If h has positive derivative and

φ

is continuous and positive. Where is increasing and decreasing f
The problem goes specifically like this:
If h is differentiable and has positive derivative that pass through (0,0), and

φ

is continuous and positive. If:

f (x) = h (\int_{0}^{\frac{x^{4}}{4} - \frac{x^{2}}{2}} φ (t) d t) .

Find the intervals where f is decreasing and increasing, maxima and minima.
My try was this:
The derivative of f is given by the chain rule:

f^{'} (x) = h^{'} (\int_{0}^{\frac{x^{4}}{4} - \frac{x^{2}}{2}} φ (t) d t) φ (\frac{x^{4}}{4} - \frac{x^{2}}{2})

We need to analyze where is positive and negative.
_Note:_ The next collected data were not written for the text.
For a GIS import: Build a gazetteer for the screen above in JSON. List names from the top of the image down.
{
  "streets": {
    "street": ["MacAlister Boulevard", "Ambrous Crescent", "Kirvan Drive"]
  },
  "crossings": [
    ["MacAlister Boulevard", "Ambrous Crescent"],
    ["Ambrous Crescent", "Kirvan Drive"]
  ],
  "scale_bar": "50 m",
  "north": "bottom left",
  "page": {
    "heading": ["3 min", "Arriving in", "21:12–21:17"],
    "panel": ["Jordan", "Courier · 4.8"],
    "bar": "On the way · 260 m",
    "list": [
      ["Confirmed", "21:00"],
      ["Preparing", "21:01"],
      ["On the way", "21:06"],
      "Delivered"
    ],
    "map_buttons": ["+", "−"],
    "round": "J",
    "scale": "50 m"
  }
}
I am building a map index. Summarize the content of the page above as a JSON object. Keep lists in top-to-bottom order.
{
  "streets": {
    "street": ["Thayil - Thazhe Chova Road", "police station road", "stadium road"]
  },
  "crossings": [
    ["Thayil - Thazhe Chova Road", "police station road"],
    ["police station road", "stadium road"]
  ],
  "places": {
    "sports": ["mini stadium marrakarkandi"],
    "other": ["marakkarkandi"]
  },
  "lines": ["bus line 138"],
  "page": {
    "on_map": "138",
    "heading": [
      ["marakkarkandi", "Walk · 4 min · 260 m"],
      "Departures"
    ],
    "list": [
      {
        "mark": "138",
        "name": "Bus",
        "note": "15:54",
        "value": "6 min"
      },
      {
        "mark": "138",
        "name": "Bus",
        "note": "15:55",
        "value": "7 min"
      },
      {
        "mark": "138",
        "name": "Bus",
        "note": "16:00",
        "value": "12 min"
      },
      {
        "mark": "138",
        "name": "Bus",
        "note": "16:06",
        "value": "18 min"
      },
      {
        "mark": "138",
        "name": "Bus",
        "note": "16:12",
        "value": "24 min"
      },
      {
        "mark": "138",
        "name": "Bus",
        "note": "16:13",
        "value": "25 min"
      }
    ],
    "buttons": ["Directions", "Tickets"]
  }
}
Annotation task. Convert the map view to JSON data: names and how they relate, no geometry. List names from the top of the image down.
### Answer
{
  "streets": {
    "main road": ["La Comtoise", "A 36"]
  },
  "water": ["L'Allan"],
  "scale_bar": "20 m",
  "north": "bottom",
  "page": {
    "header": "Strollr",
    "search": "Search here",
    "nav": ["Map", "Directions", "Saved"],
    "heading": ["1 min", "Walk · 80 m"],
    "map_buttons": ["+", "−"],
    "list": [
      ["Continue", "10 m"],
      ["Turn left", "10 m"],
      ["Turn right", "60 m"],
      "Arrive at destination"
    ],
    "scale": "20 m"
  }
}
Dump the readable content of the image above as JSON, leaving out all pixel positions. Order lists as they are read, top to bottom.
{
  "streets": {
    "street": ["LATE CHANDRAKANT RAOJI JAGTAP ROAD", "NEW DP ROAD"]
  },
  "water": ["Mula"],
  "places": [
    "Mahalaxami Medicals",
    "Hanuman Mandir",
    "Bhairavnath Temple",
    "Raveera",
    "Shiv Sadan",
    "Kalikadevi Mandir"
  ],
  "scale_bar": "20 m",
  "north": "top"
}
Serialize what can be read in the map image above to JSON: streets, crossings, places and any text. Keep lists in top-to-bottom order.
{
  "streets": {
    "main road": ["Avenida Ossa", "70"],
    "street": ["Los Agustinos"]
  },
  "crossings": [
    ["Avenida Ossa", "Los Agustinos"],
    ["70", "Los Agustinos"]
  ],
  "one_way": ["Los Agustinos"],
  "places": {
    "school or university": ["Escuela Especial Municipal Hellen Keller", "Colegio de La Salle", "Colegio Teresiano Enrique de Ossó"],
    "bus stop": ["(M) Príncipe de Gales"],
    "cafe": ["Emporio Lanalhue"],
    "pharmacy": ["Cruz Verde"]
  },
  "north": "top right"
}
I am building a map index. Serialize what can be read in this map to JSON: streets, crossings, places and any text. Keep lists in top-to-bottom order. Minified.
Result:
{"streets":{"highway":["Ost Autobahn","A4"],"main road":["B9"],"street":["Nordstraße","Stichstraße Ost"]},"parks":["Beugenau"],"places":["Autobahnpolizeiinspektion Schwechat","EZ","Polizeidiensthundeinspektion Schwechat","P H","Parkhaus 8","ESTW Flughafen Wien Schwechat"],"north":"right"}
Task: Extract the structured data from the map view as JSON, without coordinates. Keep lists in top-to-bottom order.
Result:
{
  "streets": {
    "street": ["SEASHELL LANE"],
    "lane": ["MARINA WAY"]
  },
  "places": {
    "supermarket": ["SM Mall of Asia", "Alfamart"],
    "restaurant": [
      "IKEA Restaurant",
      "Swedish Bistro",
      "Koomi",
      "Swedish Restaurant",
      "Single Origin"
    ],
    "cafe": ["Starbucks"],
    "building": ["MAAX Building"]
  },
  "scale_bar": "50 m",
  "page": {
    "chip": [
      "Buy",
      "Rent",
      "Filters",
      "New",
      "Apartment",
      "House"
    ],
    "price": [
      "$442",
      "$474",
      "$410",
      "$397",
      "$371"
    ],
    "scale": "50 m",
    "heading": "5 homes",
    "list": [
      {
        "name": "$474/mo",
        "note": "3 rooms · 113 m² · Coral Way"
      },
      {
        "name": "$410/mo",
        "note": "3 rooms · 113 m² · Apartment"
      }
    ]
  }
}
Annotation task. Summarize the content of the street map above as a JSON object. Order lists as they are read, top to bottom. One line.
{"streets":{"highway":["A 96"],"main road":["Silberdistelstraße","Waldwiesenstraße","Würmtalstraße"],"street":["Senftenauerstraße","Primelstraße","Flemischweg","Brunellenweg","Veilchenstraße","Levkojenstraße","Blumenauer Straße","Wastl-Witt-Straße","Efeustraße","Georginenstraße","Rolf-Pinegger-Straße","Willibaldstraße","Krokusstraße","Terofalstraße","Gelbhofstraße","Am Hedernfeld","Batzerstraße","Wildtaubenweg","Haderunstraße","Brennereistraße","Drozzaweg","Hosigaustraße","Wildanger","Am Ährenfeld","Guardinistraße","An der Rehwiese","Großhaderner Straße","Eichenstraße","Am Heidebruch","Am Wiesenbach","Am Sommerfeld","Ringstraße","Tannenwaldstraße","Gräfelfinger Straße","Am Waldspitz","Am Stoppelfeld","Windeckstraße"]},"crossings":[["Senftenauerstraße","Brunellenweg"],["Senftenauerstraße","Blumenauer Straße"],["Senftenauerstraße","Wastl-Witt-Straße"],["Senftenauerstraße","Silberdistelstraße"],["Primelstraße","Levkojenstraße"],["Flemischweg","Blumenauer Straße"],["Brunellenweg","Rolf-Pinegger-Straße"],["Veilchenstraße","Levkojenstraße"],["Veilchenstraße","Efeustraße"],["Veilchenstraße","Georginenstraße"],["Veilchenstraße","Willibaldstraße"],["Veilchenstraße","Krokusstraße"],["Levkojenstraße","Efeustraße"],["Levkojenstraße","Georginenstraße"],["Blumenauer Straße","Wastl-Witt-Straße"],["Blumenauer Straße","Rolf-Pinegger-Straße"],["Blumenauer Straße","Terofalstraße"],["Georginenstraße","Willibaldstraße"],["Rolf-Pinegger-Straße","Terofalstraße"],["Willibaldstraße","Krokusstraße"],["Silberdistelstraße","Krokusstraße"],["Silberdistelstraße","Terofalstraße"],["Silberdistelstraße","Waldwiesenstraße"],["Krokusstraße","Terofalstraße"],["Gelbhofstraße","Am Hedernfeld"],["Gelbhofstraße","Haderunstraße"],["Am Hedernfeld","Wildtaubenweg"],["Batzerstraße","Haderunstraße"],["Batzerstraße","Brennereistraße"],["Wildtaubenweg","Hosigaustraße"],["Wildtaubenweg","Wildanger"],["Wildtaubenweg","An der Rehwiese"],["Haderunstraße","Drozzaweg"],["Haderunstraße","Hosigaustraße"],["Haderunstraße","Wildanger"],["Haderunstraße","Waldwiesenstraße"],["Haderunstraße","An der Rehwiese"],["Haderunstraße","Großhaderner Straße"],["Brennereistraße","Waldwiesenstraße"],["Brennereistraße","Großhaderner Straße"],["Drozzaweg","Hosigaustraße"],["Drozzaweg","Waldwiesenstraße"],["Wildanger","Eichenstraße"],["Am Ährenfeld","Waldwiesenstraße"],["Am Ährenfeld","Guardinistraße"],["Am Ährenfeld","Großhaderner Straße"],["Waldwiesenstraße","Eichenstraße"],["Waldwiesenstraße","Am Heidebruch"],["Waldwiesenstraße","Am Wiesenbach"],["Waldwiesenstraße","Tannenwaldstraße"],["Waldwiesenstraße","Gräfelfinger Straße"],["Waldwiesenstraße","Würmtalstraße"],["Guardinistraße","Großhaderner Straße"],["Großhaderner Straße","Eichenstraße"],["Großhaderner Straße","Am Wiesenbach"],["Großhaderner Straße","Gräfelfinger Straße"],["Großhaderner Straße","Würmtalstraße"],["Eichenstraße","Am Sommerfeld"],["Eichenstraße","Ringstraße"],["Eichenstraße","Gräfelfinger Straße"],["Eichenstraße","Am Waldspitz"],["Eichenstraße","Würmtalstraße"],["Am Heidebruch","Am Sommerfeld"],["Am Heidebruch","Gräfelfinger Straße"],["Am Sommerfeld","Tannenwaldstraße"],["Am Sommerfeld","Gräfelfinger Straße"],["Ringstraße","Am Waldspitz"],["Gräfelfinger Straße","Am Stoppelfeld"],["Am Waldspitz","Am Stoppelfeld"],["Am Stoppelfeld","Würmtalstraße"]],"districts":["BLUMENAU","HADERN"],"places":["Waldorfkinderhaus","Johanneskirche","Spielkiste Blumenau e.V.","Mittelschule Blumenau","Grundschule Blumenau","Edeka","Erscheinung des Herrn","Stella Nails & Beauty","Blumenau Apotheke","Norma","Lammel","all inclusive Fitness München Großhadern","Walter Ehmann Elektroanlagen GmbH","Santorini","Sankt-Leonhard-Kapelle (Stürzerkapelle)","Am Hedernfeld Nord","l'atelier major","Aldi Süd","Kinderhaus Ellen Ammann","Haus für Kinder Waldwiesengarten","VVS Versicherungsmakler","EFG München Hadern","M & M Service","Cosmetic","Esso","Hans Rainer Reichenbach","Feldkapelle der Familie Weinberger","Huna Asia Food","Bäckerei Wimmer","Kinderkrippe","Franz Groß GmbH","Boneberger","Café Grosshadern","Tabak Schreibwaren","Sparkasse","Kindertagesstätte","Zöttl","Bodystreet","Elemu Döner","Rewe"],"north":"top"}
So I solved the inequalities:

\frac{x^{4}}{4} - \frac{x^{2}}{2} > 0 \land \frac{x^{4}}{4} - \frac{x^{2}}{2} < 0

(- \infty, - \sqrt 2) \cup (\sqrt 2, \infty)

for the first case and

(- \sqrt 2, \sqrt 2)

for the second one. Then (not sure of this part)

h^{'} (\int_{0}^{\frac{x^{4}}{4} - \frac{x^{2}}{2}} φ (t) d t) > 0

φ (\frac{x^{4}}{4} - \frac{x^{2}}{2}) > 0

x \in (- \infty, - \sqrt 2) \cup (\sqrt 2, \infty) .

Also if both h′ and

φ

are negative the product is positive, that's for

x \in (- \sqrt 2, \sqrt 2)

.
The case of the product being negative implies:

x \in [(- \infty, - \sqrt 2) \cup (\sqrt 2, \infty)] \cap (- \sqrt 2, \sqrt 2) = [(- \infty, - \sqrt 2) \cap (- \sqrt 2, \sqrt 2)] \cup [(\sqrt 2, \infty) \cap (- \sqrt 2, \sqrt 2)] = \emptyset .

So the function is increasing in

(- \infty, - \sqrt 2), (- \sqrt 2, \sqrt 2), (\sqrt 2, \infty)

. So the function does not have maximum or minimum. Not sure of this but what do you think?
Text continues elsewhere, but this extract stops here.